The reason I am asking this is because on the Ok Cupid dating website, after browsing quite a number of female profiles - they were able to answer a question and the question is as follows:
"Do you think the man should be the head of the household?"
Well, to my surprise, I have seen quite a few females answer 'Yes' to the question and haven't yet seen a female answer 'No'.
In my opinion, I think it makes no sense to call a man the head of the household and that it is also sexist.
But apparently the females who answered the question wish it were true.
1.) Why do you think this is so? Because females have this innate desire to be submissive? Or is it because females want to hold onto the traditional so called 'values' associated with marriage? Does this somehow go along the lines of the females wanting what they call an 'alpha male'? Or something else entirely?
2.) If you feel you want to answer the question as a 'Yes', then why? If you say 'No' , then why?

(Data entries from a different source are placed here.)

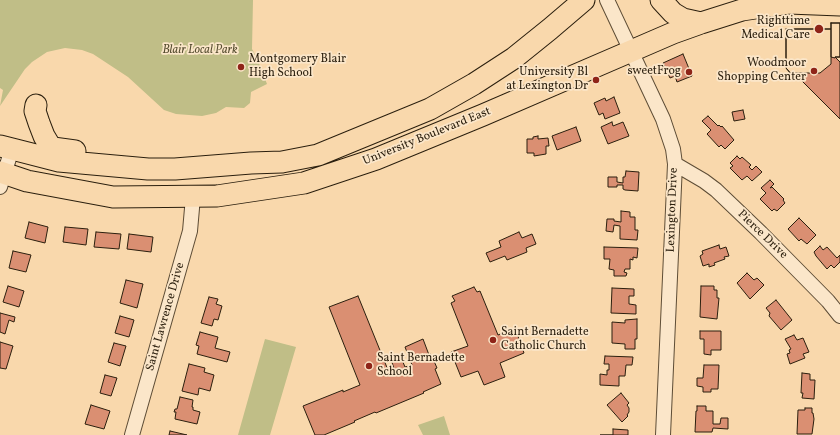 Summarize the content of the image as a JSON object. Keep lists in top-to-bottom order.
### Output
{
  "streets": {
    "main road": ["University Boulevard East"],
    "street": ["Lexington Drive", "Pierce Drive", "Saint Lawrence Drive"]
  },
  "crossings": [
    ["University Boulevard East", "Lexington Drive"],
    ["University Boulevard East", "Saint Lawrence Drive"],
    ["Lexington Drive", "Pierce Drive"]
  ],
  "parks": ["Blair Local Park"],
  "places": [
    "Righttime Medical Care",
    "Montgomery Blair High School",
    "Woodmoor Shopping Center",
    "sweetFrog",
    "University Bl at Lexington Dr",
    "Saint Bernadette Catholic Church",
    "Saint Bernadette School"
  ]
} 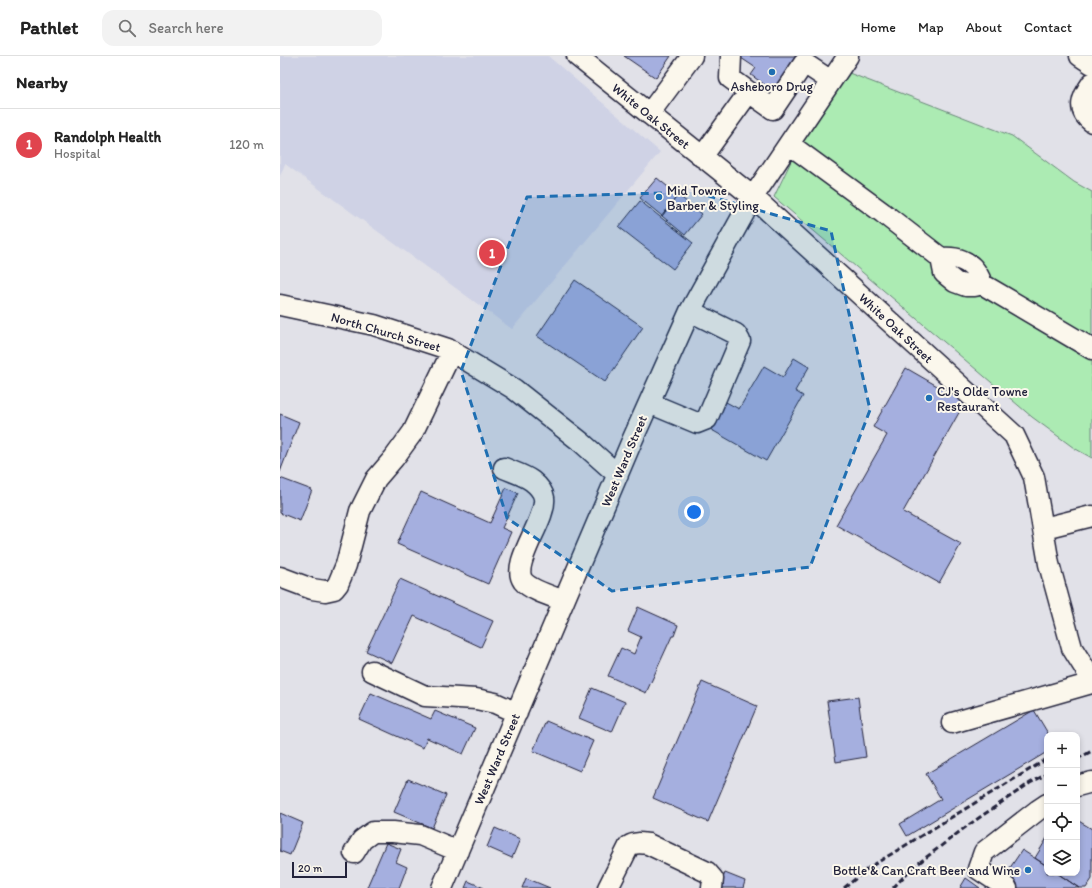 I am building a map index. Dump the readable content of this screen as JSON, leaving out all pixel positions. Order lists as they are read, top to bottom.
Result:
{
  "streets": {
    "street": ["White Oak Street", "North Church Street", "West Ward Street"]
  },
  "crossings": [
    ["White Oak Street", "West Ward Street"],
    ["North Church Street", "West Ward Street"]
  ],
  "places": [
    "Asheboro Drug",
    "Mid Towne Barber & Styling",
    "CJ's Olde Towne Restaurant",
    "Bottle & Can Craft Beer and Wine"
  ],
  "scale_bar": "20 m",
  "page": {
    "header": "Pathlet",
    "search": "Search here",
    "nav": [
      "Home",
      "Map",
      "About",
      "Contact"
    ],
    "heading": "Nearby",
    "list": [
      {
        "mark": "1",
        "name": "Randolph Health",
        "note": "Hospital",
        "value": "120 m"
      }
    ],
    "pins": "1",
    "map_buttons": ["+", "−"],
    "scale": "20 m"
  }
}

3.) What is your definition of 'head of the household'? Does this mean all decisions are made by the male? Does this imply the party who is working full time and earning the money get's to make the decisions?
I look forward to reading the replies!
the idea of women being submissive to men is entirely religious. The god that was invented by men wants men to have control.
I personally believe that if there was a creator god of the entire universe who wanted me to be submissive to a man..............he probably shouldn't have made me smarter than 90% of them!
So, no, I do not think the man should be the head of the household.
RE: "the idea of women being submissive to men is entirely religious." - that's a rather broad statement, Joann. Granted, the Hebrew religion, from which Christianity and Islam evolved, was certainly a misogynistic religion, but in Greece, of the Classic Age, women were considered second class citizens, or even less, and that had nothing to do with the religion of the time - their gods adopted a relative hands off position toward their "subjects," as compared to the god of the Bible.
Misogyny may always be cultural, but not always religious.
Well, perhaps there's a little more to it than that. Men tend to be more aggressive which lends itself to dominance, does it not? Maybe we'd like to think we're past that, but maybe we're not.
1) In the modern world I think that women answer yes to wanting the man to be the head of the household is due to cultural and/or religion (which are rather intertwined). I think where the idea originated was with our hunter gatherer ancestors. Like it or not women on the whole are not as physically strong as men and in our hunter gatherer days women likely needed help with protection from predators and other groups of hostile humans. This protection likely over the generations morphed into attitudes of men being superior becoming ingrained in most cultures and religions.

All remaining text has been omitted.